On February 1st, 2006 the popular comic series Ctrl+Alt+Del launched the first episode of their new animated series which, judging by the feedback on their forums, became an instant success with most of the existing fan-base although some people were criticising the characters voices - an issue which probably could not have been avoided since longtime readers of the comic already had their own idea of what the characters would sound like.
Besides those obvious issues the readers already anticipated, there was an issue regarding the format in which the first episode was made available to paying customers. A number of fans were complaining about the lack of a down-loadable version of the episode since they were only able to stream it through the web-based player software.
Of course, this method seems safer to the copyright holder, since the media cannot be downloaded and distributed to others as easily. Just a short time after the first episode was released, users on the forums reported sightings of said episode on various P2P networks. The protection in form of the web-based player has not proven a strong enough barrier to keep people from pirating the episode.

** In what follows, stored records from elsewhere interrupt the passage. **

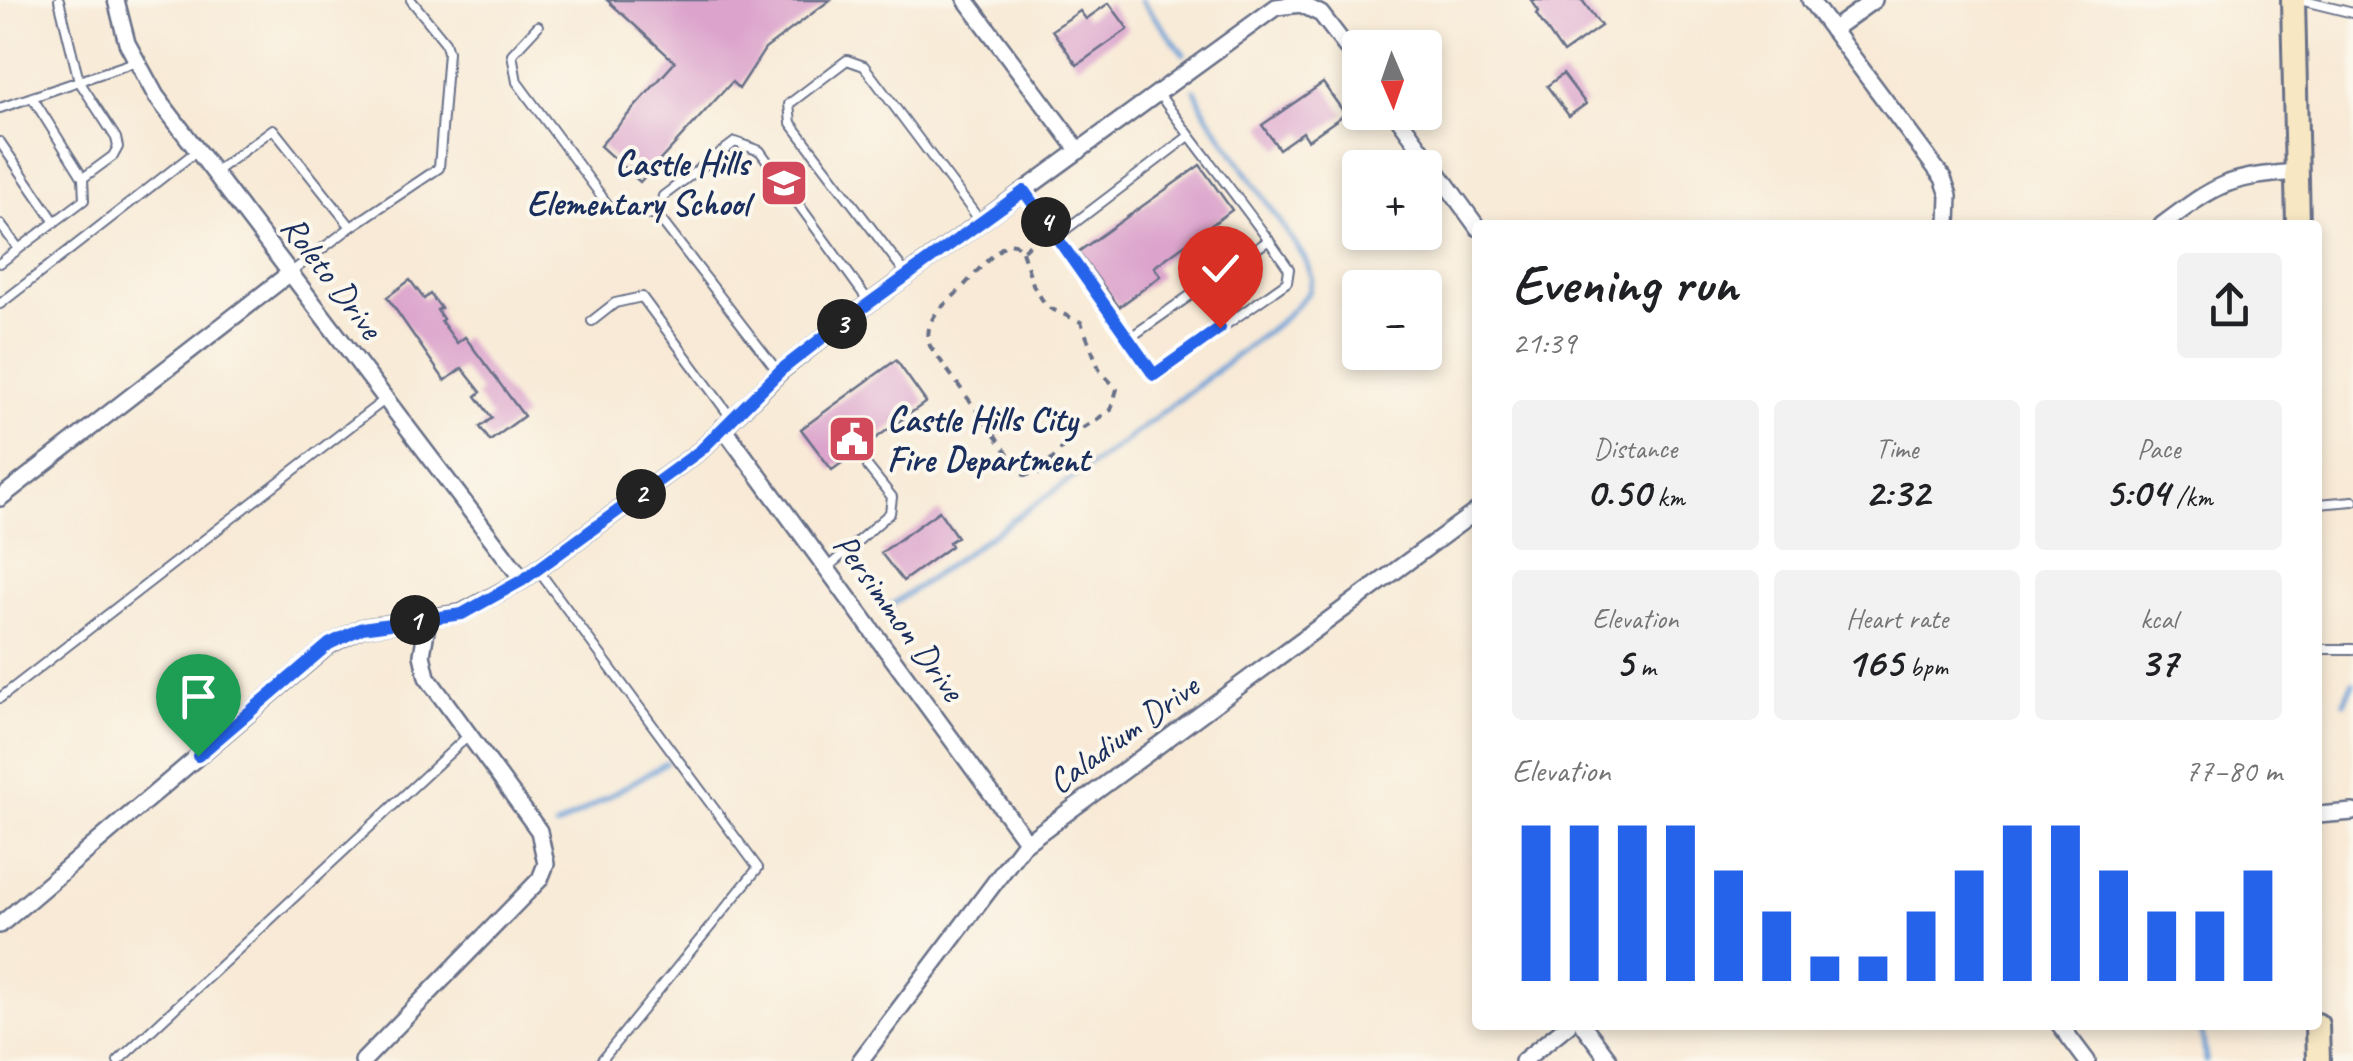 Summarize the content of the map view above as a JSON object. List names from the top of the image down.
{
  "streets": {
    "street": ["Roleto Drive", "Persimmon Drive", "Caladium Drive"]
  },
  "crossings": [
    ["Persimmon Drive", "Caladium Drive"]
  ],
  "places": {
    "school or university": ["Castle Hills Elementary School"],
    "public building": ["Castle Hills City Fire Department"]
  },
  "north": "bottom",
  "page": {
    "map_buttons": ["+", "−"],
    "pins": [
      "4",
      "3",
      "2",
      "1"
    ],
    "heading": ["Evening run", "21:39"],
    "stats": [
      ["Distance", "0.50 km"],
      ["Time", "2:32"],
      ["Pace", "5:04 /km"],
      ["Elevation", "5 m"],
      ["Heart rate", "165 bpm"],
      ["kcal", "37"]
    ],
    "chart": ["Elevation", "77–80 m"]
  }
}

What do I conclude from this? The people who suffer from this limitation (the web-based player software) are paying customers. With this limitation, I was not able to burn the episode on a CD-R and play it on my DivX-enabled DVD player - I had to watch it on my monitor in a very small window instead of being able to watch it full-screen on my TV. The pirates, on the other hand, get to do this - and they did not pay $24.95 for a year of being able to watch the animated series.
I will certainly continue to support independent creators of any kind of media that appeals to me, but my guess is that in the long run, this sort of barrier is what will drive people into piracy. I would certainly feel more comfortable with my purchase if I could actually use it as I please.